Kimerly Roschah –Directrice du Seattle Art Museum
Plus qu’un musée, le Seattle Art Museum (SAM) est constitué de trois sites : l’établissement principal du centre-ville, l’Asian Art Museum, dans Volunteer Park, et l’Olympic Sculpture Park, en front de mer. Un défi dans une ville en pleine expansion où le mécénat règne en maître.
The Good Life : Quelle était la situation du SAM quand vous êtes arrivée en 2012 ?
Kimerly Roschah : En 2007, le musée avait été agrandi en partenariat avec la Washington Mutual Bank. Le SAM était propriétaire de 12 étages de l’immeuble et n’en occupait que 3. Les autres étaient loués par une banque qui a fait faillite en 2008. Fragilisé par l’agrandissement et par l’ouverture du parc de sculptures, le musée a traversé une grave crise financière. Telle était la situation à mon arrivée. Les choses se sont arrangées grâce à la venue d’un nouveau locataire, d’un refinancement du prêt immobilier et d’une économie globale qui se porte mieux. Il a fallu aussi retravailler la programmation en incluant davantage d’art contemporain.
TGL : De quoi sont constituées les collections ?
K. R. : Il s’agit d’un musée généraliste. Mais la force de notre collection, c’est l’art moderne américain de l’après-guerre. Nous avons reçu récemment le don d’une collection majeure [celle de Bagley et Virginia Wright, NDLA]. Nous avons aussi de très belles pièces d’art africain traditionnel, d’art amérindien de la côte Ouest et l’une des meilleures collections asiatiques du pays.
TGL : Quelle est l’implication des grands philanthropes de la ville ?
K. R. : Microsoft et la famille Gates sont des donateurs. Paul Allen l’est aussi, par l’intermédiaire de sa fondation. Nous avons d’ailleurs monté une exposition à partir de sa collection qui fait une tournée dans tout le pays. Starbucks est également l’un de nos partenaires, en particulier en ce qui concerne l’art contemporain. Nous n’avons pas encore réussi à faire participer Amazon, mais nous y travaillons ! Je suppose que les intérêts philanthropiques de son fondateur Jeff Bezos sont ailleurs. Mais je ne désespère pas, c’est une jeune compagnie.
TGL : Paul Allen vient d’ouvrir son propre centre d’art, le Pivot Art + Culture. Qu’en pensez-vous ?

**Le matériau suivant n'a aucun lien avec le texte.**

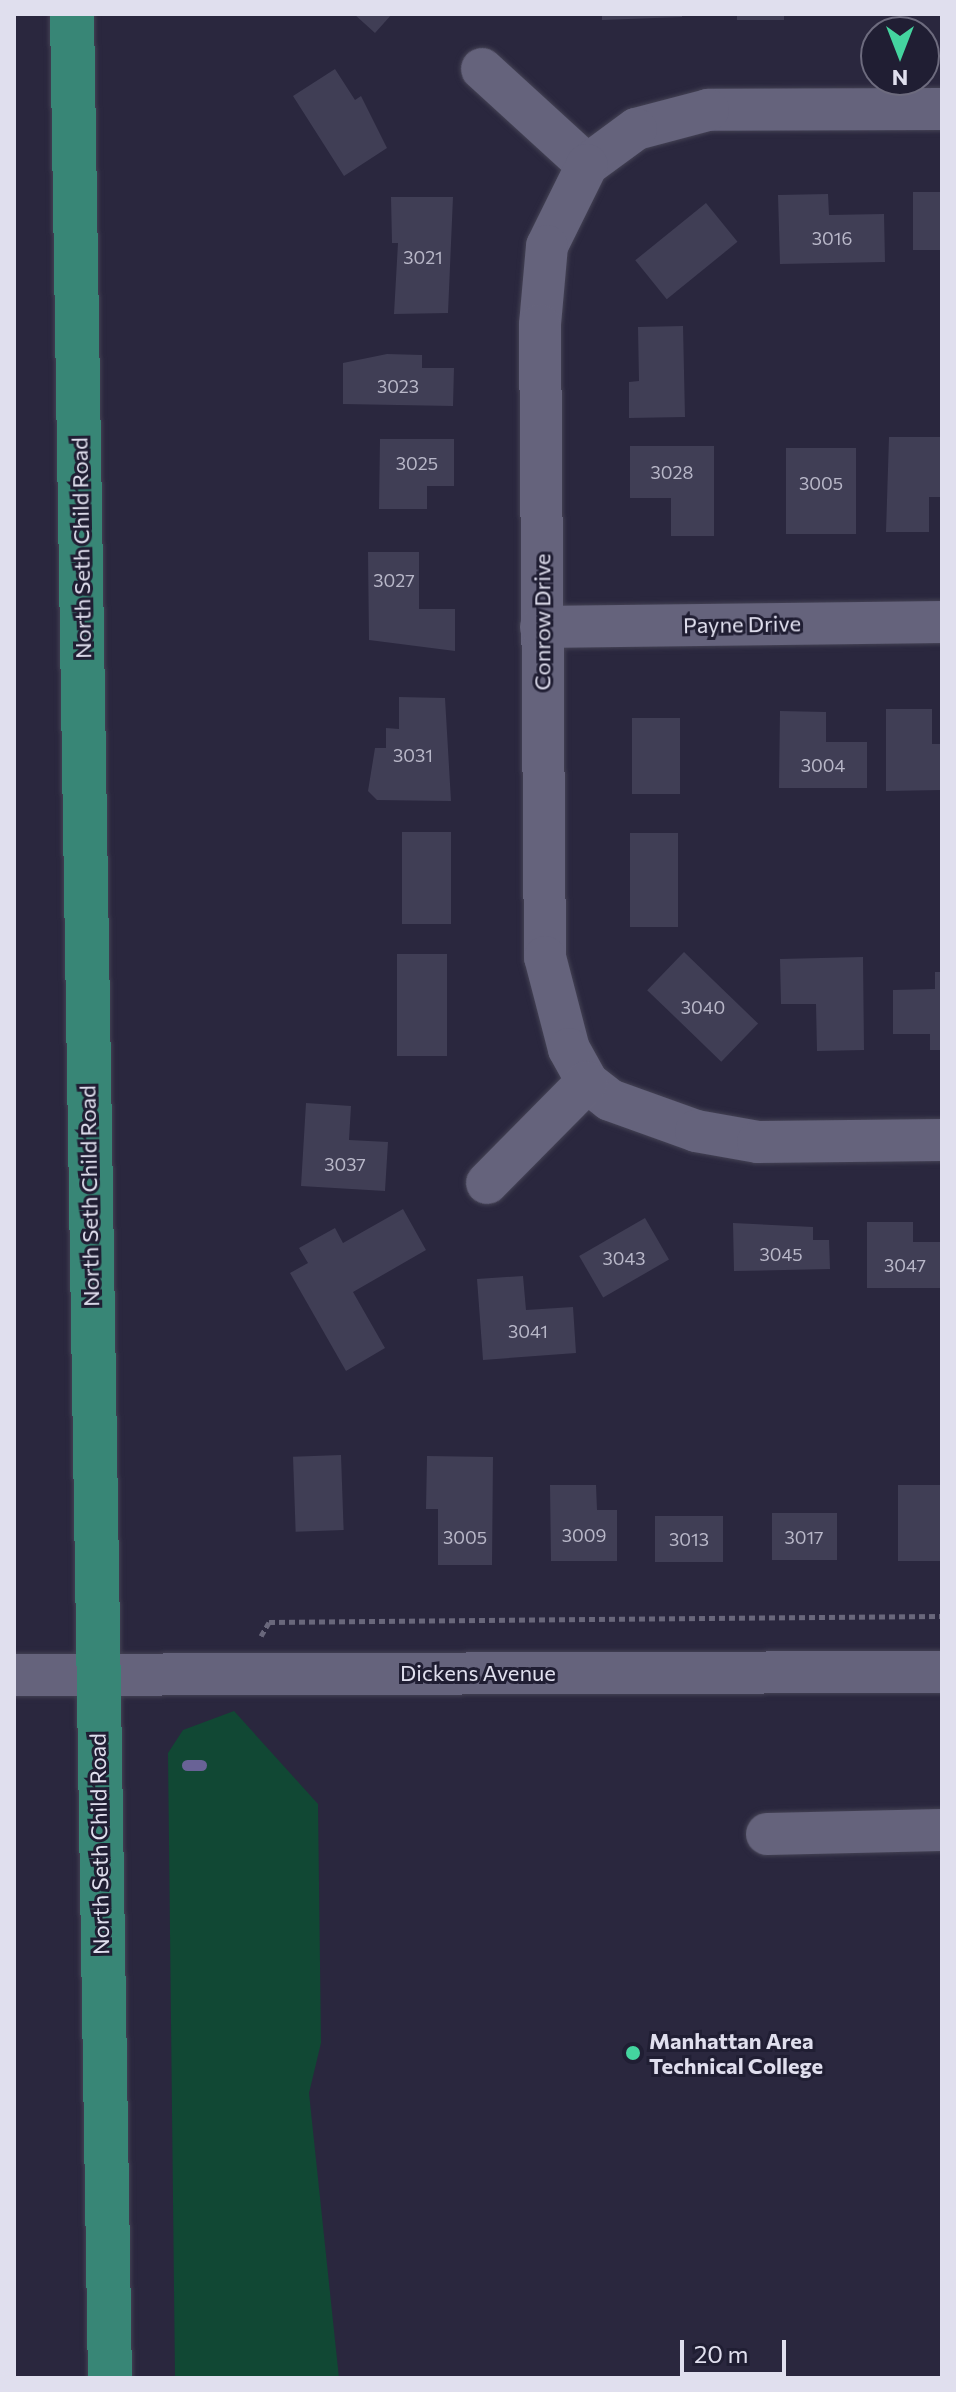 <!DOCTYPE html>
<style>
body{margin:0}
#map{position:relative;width:956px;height:2392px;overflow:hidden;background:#2a273e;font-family:Commissioner,sans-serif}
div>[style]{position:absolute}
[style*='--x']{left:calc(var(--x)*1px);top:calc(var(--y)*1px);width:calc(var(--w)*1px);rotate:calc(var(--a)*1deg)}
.green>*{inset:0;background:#114834}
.stream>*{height:11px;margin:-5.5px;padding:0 5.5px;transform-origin:5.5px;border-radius:5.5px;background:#696296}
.building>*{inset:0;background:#403e55;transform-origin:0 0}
.path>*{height:5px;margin-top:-2.5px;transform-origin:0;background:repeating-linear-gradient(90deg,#69677b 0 6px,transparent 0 10px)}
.roads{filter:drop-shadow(0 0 2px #444254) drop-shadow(0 0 2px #444254)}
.minor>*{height:42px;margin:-21px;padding:0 21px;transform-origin:21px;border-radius:21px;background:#65637c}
.major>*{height:44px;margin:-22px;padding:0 22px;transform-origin:22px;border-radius:22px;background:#388676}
.dots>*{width:22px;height:22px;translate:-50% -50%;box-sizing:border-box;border:4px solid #201e33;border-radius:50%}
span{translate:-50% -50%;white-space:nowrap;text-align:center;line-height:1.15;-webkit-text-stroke:6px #201e33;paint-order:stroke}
.number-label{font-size:18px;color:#b8b7c8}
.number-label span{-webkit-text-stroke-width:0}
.street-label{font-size:22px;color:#e0dfee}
.poi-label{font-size:22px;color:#e0dfee;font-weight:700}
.left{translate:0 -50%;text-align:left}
.frame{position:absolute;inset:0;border:16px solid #e0dfee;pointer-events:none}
.north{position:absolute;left:860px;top:16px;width:80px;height:80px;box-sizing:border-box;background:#201e33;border:2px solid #6d6b7e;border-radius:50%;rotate:180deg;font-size:22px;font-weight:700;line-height:32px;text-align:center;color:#e0dfee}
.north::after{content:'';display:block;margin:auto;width:28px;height:36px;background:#44d49f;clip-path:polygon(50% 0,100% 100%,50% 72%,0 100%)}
.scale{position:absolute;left:680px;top:2340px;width:106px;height:36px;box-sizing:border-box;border:4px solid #e0dfee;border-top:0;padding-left:10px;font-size:24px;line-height:28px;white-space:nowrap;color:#e0dfee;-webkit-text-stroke:6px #201e33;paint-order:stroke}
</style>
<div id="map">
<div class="green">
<i style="clip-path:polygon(234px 1711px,318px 1804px,321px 2043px,309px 2093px,339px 2378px,175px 2378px,168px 1753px,183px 1730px)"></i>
</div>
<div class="stream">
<i style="--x:187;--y:1765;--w:14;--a:0"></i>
</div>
<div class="building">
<i style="clip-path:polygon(354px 14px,392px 14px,375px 33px)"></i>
<i style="clip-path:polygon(602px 14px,682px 14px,682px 17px,602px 20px)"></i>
<i style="left:737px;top:14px;width:47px;height:6px"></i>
<i style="clip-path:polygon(335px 69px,355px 100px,361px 96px,387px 148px,344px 176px,293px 96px)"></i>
<i style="left:913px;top:192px;width:29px;height:58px"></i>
<i style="clip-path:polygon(828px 194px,829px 215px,884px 214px,885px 262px,780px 264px,778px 195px)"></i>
<i style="clip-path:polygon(391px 197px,453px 197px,448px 313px,394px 314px,398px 243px,392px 243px)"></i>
<i style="left:706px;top:203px;width:50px;height:91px;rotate:51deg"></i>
<i style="clip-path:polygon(683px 326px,685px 417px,629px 418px,629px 382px,639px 381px,638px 327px)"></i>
<i style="clip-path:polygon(387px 354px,422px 355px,422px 368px,454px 368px,453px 406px,343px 404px,343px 363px)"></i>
<i style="clip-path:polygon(889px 437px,942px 437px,942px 497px,929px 497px,929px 532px,886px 532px)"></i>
<i style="clip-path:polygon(380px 439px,454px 439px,454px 486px,427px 486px,427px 509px,379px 509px)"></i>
<i style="clip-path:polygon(630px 446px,714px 446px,714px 536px,671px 536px,671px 498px,630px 498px)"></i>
<i style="left:786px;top:448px;width:70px;height:86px"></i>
<i style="clip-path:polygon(368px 552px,419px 552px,419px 609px,455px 609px,455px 651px,369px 640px)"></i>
<i style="clip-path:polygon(399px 697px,445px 698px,451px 801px,377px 800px,368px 791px,375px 748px,386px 748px,386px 728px,399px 729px)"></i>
<i style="clip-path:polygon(886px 709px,932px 709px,932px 744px,942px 744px,942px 790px,886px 791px)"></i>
<i style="clip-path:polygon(780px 711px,826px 712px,826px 742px,867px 742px,867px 788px,779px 788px)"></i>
<i style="left:632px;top:718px;width:48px;height:76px"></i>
<i style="left:402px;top:832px;width:49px;height:92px"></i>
<i style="left:630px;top:833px;width:48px;height:94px"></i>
<i style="left:684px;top:952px;width:103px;height:53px;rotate:44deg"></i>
<i style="left:397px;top:954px;width:50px;height:102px"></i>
<i style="clip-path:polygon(863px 957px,864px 1050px,817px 1051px,816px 1004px,781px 1004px,780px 959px)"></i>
<i style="clip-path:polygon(935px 972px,942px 972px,942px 1050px,930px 1050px,930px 1034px,893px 1034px,893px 990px,935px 989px)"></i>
<i style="clip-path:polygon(306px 1103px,351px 1106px,349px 1140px,388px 1142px,385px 1191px,301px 1186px)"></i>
<i style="clip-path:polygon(403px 1209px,426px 1250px,353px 1292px,385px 1348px,346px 1371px,290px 1273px,308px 1263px,299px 1248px,335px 1228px,343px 1243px)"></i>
<i style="left:645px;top:1218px;width:48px;height:76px;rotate:60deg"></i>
<i style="clip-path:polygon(867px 1222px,913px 1222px,913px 1242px,942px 1242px,942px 1288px,867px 1288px)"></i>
<i style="clip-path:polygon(733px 1223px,813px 1227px,813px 1240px,829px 1240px,830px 1269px,734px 1271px)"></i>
<i style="clip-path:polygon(523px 1276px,526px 1310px,573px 1307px,576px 1353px,483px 1360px,477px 1279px)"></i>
<i style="left:341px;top:1455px;width:75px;height:48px;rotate:88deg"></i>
<i style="clip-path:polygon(427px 1456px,493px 1457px,492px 1565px,438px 1565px,438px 1509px,426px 1509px)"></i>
<i style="clip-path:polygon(550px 1485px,596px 1485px,597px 1510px,617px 1510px,617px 1561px,551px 1561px)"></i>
<i style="left:898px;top:1485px;width:44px;height:76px"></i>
<i style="left:772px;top:1513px;width:65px;height:47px"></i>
<i style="left:655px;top:1516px;width:68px;height:46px"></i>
</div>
<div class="path">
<i style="--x:261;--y:1636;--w:16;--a:-60"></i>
<i style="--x:269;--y:1622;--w:673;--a:-0.51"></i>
</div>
<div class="roads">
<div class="minor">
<i style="--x:482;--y:69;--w:142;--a:42.4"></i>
<i style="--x:942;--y:109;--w:234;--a:179.8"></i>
<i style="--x:708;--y:110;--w:74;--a:165.2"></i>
<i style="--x:636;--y:129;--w:61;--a:143.7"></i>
<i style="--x:587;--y:165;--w:90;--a:116.3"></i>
<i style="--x:547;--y:246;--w:79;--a:95.1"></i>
<i style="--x:540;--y:325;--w:632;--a:89.55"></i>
<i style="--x:545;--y:957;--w:95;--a:75.4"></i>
<i style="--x:569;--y:1049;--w:38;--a:61"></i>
<i style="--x:587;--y:1082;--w:29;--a:38"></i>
<i style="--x:610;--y:1100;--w:91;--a:19.8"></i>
<i style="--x:696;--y:1131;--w:63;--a:10.1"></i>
<i style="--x:758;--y:1142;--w:184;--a:-0.6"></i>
<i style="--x:541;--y:627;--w:401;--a:-0.7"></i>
<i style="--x:487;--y:1183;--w:142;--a:-45.3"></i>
<i style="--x:14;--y:1675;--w:928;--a:-0.19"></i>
<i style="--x:767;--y:1834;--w:175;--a:-1.3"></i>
</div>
<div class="major">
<i style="--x:72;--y:14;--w:2364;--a:89.08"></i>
</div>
</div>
<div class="dots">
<i style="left:633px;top:2053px;background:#44d49f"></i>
</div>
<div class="number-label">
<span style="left:832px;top:238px">3016</span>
<span style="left:423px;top:257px">3021</span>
<span style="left:398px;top:386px">3023</span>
<span style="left:417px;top:463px">3025</span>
<span style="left:672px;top:472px">3028</span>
<span style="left:821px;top:483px">3005</span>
<span style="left:394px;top:580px">3027</span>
<span style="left:413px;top:755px">3031</span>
<span style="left:823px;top:765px">3004</span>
<span style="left:703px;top:1007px">3040</span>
<span style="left:345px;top:1164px">3037</span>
<span style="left:781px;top:1254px">3045</span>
<span style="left:624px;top:1258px">3043</span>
<span style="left:905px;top:1265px">3047</span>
<span style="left:528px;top:1331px">3041</span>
<span style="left:584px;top:1535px">3009</span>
<span style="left:465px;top:1537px">3005</span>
<span style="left:804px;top:1537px">3017</span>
<span style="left:689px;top:1539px">3013</span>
</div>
<div class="street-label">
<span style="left:81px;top:548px;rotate:-91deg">North Seth Child Road</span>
<span style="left:542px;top:622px;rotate:-90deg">Conrow Drive</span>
<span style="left:742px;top:624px;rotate:-1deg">Payne Drive</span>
<span style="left:89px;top:1196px;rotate:-91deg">North Seth Child Road</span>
<span style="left:478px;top:1673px">Dickens Avenue</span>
<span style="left:99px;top:1844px;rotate:-91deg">North Seth Child Road</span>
</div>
<div class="poi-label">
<span class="left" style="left:649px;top:2053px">Manhattan Area<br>Technical College</span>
</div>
<div class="frame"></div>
<div class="north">N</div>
<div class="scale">20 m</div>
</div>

K. R. : Réussir à atteindre le public n’est pas une chose facile. Il va lui falloir dépenser énormément d’argent, car la communauté ne sera pas forcément prête à contribuer à sa vision, du moins pas tout de suite. Il est certain que nous préférerions que ces philanthropes fassent équipe avec nous plutôt que de monter d’autres musées ou galeries et faire cavalier seul.
TGL : Ces jeunes qui arrivent à Seattle pour y travailler sont-ils intéressés par l’art ?
K. R. : Ça n’est pas leur première préoccupation. Mais je pense qu’ils s’y intéresseront lorsqu’ils seront plus stables et fixés. Ce sera à nous de nous montrer présents pour eux à ce moment-là. Pour la première fois, cet été, nous avons eu une vraie foire d’art contemporain, qui a été mise en place par Paul Allen. Ç’a été un grand succès. Il faut démarrer quelque part ; le potentiel est là, et il est énorme. S. B.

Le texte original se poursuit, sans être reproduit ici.